J'ai débranché, éteins, le disque dur, l'Imac, rebranché avec le DDE éteint, allumé, etc, plusieurs fois sans changement.
Un grand merci pour vos réponses.
Bullitt


----------



## boninmi (18 Avril 2011)

bullittriders a dit:


> Lorsque je lance "utilitaire disque" il apparait donc je peux faire une vérification ou une réparation (ce que j'ai fait) ou même reformater le disque (ce que je ne peux évidement pas faire car je perd toute mes données !) mais je ne peux plus lire les données de mon disque.


Dans ces conditions, le bouton "Monter" est-il actif ? Si oui, le cliquer.
(quatrième bouton de la barre du haut à partir de la gauche; sélectionner d'abord le disque "logique" dont l'icone est en bas, légèrement décalée vers la droite).


----------



## bullittriders (19 Avril 2011)

Bonjour et merci pour le coup de main,
Alors le bouton est bien visible mais lorsque je clic dessus un message apparait et me dit :

Échec du montage
Impossible de monter le disque «*LaCie*».
Essayez de le réparer avec Utilitaire de disque puis réessayez de le monter.

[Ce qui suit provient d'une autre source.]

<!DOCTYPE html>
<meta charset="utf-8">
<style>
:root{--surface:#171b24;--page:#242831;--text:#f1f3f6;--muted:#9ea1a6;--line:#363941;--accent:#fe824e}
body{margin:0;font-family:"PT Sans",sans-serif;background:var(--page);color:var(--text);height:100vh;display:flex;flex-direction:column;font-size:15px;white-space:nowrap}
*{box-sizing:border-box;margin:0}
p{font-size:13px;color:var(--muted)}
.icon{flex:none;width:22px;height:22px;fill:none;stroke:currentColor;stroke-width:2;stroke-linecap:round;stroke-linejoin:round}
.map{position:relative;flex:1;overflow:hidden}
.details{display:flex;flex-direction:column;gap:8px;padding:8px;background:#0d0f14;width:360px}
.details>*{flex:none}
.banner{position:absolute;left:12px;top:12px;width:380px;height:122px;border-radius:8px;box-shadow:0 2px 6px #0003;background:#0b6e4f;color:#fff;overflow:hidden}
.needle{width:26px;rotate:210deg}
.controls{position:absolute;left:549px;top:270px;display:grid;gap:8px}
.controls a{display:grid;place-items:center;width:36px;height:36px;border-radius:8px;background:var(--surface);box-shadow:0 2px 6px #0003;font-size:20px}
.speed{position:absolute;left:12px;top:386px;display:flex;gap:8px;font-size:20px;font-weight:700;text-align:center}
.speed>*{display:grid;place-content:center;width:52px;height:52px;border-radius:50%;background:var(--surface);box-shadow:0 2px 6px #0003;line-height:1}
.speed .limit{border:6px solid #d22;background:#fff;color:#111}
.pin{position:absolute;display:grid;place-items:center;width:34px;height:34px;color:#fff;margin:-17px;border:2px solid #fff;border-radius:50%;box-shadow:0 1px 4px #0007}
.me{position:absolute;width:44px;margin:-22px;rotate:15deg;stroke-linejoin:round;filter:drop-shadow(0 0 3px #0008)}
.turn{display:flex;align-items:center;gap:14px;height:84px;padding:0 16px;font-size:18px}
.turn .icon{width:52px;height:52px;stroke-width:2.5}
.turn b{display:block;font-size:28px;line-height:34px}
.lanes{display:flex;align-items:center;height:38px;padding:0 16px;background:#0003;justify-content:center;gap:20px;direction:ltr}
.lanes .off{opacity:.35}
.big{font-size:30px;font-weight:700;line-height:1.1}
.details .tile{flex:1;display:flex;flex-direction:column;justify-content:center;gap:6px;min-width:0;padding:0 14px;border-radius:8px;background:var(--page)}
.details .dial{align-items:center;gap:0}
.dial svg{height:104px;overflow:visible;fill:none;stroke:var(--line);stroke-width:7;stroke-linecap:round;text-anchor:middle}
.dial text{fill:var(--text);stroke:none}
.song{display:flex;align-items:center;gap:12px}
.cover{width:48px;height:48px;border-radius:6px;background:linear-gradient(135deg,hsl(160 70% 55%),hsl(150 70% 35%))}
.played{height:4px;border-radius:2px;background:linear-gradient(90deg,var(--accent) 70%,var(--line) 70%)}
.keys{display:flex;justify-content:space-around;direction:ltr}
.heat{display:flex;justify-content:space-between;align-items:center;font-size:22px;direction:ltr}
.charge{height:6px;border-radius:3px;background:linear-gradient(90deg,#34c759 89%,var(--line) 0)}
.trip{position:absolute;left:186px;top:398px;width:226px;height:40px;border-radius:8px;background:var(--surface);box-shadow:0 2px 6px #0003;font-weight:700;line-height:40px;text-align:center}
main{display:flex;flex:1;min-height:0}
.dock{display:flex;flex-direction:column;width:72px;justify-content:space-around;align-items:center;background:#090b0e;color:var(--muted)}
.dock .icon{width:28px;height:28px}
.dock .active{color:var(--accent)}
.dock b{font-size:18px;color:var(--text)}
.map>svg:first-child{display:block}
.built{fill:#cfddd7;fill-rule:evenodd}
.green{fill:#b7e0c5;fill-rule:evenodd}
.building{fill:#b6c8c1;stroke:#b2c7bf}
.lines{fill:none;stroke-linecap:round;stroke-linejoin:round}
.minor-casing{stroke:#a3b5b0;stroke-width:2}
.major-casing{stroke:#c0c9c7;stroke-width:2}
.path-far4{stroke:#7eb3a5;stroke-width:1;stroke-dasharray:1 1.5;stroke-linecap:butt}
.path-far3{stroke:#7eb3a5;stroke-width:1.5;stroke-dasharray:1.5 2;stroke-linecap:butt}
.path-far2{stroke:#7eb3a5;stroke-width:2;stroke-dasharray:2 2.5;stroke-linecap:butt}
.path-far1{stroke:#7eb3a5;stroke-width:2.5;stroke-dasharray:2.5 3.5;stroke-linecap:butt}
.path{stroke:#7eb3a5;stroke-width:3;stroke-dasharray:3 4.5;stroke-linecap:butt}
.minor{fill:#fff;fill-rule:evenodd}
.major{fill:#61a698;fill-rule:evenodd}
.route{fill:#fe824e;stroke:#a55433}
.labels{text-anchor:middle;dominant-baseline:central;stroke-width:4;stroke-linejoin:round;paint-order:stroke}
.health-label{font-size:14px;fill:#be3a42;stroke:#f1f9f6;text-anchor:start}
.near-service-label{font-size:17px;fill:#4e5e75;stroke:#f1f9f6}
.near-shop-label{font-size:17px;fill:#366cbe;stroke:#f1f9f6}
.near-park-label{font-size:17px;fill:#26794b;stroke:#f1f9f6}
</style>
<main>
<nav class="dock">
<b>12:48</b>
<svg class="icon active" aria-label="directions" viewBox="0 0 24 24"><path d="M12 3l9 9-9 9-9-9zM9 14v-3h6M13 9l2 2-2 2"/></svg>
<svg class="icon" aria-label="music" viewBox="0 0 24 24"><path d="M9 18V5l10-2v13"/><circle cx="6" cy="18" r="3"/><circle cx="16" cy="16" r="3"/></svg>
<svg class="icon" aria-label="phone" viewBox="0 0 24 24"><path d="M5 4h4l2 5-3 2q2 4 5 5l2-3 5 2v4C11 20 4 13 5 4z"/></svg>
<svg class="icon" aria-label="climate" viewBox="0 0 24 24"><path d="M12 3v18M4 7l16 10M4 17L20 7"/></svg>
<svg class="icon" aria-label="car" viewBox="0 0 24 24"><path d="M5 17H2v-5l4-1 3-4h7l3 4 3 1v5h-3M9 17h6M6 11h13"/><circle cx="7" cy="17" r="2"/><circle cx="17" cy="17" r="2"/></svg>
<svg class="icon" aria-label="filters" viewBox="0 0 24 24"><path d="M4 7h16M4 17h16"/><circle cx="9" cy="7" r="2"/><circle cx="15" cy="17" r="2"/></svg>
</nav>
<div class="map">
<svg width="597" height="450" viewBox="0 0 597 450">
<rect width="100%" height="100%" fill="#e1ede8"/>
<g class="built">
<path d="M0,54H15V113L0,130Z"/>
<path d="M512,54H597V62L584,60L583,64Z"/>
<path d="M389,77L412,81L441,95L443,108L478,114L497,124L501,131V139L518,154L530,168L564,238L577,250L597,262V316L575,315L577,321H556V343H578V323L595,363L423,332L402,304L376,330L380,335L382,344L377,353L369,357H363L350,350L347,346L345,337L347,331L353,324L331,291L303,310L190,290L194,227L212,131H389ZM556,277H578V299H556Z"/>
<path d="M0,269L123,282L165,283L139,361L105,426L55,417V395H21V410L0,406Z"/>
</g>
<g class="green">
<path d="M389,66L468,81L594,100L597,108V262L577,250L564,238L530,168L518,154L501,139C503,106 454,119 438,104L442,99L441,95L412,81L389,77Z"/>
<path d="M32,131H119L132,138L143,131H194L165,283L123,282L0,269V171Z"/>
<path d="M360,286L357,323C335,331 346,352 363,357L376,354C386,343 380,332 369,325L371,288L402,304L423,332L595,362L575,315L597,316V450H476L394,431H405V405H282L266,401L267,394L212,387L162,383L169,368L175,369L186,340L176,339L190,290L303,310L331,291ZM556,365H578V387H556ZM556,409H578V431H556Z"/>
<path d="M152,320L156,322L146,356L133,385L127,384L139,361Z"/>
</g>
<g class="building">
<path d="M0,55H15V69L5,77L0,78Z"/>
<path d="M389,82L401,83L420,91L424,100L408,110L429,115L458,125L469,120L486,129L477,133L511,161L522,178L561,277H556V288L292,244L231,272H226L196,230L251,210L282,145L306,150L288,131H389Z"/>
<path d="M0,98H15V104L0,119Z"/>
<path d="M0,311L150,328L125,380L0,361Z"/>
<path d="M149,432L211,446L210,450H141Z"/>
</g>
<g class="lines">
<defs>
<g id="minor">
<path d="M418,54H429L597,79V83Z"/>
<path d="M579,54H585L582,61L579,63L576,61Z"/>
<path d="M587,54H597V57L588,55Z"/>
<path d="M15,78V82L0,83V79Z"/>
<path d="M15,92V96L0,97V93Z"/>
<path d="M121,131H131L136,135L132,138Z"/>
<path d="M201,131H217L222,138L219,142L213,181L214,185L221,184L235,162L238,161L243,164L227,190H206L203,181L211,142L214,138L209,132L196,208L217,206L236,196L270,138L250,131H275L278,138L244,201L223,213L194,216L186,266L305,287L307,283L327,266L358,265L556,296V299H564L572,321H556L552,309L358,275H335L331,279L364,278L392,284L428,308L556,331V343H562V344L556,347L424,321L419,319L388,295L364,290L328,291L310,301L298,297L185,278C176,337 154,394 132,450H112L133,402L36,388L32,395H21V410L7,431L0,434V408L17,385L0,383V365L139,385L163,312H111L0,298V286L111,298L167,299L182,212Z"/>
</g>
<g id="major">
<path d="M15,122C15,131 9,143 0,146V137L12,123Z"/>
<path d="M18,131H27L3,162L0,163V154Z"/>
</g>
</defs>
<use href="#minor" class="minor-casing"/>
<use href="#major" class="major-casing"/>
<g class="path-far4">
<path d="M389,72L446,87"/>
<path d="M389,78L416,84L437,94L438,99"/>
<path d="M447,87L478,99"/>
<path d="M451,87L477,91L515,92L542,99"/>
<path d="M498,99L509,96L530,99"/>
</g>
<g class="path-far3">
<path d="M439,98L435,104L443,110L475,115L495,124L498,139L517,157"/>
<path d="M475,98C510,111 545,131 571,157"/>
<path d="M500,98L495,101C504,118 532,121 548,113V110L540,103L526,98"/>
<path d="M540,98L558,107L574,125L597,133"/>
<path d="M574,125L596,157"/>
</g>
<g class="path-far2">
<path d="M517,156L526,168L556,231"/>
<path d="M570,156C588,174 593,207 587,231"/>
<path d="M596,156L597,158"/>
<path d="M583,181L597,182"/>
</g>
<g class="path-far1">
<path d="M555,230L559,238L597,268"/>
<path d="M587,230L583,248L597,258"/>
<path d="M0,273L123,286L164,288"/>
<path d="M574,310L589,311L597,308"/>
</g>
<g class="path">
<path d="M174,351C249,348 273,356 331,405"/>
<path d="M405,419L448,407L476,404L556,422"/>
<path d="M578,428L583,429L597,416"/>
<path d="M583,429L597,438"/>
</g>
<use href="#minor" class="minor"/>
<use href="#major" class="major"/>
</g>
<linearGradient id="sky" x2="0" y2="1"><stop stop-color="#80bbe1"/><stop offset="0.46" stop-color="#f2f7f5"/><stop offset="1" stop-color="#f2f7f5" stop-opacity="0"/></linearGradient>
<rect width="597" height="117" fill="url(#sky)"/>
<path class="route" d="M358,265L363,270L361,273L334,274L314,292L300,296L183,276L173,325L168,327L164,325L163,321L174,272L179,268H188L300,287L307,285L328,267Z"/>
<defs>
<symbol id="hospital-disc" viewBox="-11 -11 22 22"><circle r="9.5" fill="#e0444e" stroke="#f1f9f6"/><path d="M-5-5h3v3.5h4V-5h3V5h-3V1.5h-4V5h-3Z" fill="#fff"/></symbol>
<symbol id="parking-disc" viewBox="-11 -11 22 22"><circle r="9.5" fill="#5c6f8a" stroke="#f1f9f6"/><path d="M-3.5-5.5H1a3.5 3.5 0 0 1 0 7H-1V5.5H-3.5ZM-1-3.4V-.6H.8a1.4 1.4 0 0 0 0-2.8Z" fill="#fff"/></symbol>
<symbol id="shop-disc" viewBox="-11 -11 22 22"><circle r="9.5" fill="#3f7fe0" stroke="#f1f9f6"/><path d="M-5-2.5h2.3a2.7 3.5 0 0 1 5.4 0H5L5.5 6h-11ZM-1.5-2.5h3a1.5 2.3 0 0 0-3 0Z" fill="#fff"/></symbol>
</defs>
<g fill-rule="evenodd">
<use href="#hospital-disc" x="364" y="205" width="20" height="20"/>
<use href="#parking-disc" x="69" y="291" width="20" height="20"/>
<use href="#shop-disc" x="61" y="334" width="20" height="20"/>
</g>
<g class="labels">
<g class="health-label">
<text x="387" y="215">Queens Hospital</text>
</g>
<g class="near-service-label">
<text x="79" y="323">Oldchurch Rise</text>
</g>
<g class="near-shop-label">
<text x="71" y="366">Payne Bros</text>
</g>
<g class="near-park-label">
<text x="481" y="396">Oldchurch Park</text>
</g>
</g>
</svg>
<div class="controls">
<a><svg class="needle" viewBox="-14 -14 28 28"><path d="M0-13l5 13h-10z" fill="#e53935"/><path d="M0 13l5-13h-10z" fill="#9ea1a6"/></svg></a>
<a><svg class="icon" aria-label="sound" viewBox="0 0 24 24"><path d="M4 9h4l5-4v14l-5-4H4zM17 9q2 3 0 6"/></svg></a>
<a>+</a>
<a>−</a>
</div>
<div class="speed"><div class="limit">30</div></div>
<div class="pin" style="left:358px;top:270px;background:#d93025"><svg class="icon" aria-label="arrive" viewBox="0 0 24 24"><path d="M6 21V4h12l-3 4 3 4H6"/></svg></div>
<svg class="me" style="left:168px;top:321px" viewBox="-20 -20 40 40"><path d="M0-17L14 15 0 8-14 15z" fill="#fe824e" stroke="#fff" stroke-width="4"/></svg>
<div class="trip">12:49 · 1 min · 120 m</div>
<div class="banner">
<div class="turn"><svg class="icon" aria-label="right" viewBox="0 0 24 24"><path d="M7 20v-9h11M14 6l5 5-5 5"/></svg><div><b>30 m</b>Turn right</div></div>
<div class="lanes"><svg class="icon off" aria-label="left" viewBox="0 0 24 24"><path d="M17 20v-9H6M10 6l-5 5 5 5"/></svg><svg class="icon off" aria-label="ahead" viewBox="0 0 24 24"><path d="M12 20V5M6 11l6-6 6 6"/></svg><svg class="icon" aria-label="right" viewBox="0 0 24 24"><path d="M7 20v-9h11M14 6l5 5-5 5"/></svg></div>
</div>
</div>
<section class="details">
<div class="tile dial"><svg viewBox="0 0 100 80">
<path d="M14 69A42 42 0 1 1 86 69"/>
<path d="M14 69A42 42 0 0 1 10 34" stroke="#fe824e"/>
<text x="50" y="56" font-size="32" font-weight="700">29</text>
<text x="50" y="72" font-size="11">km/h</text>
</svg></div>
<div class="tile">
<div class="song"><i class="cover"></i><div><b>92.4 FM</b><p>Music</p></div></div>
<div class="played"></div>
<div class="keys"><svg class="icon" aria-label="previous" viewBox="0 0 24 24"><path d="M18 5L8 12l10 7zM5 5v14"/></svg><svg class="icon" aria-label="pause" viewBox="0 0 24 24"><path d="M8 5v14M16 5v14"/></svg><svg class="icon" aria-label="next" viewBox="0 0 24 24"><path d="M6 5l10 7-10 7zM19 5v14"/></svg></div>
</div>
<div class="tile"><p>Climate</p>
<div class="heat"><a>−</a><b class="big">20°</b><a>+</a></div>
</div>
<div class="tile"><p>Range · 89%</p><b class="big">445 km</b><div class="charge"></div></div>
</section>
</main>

J'ai alors cliqué sur réparer et retenté de "monter", mais le même message apparait.

Est ce normal ? Ou non ?

Merci.
Bullitt


----------



## r e m y (19 Avril 2011)

et après avoir cliquer "Réparer", est-ce que la vérification et la réparation se déroule correctement et affiche bien à la fin "Le disque LaCie semble OK" ?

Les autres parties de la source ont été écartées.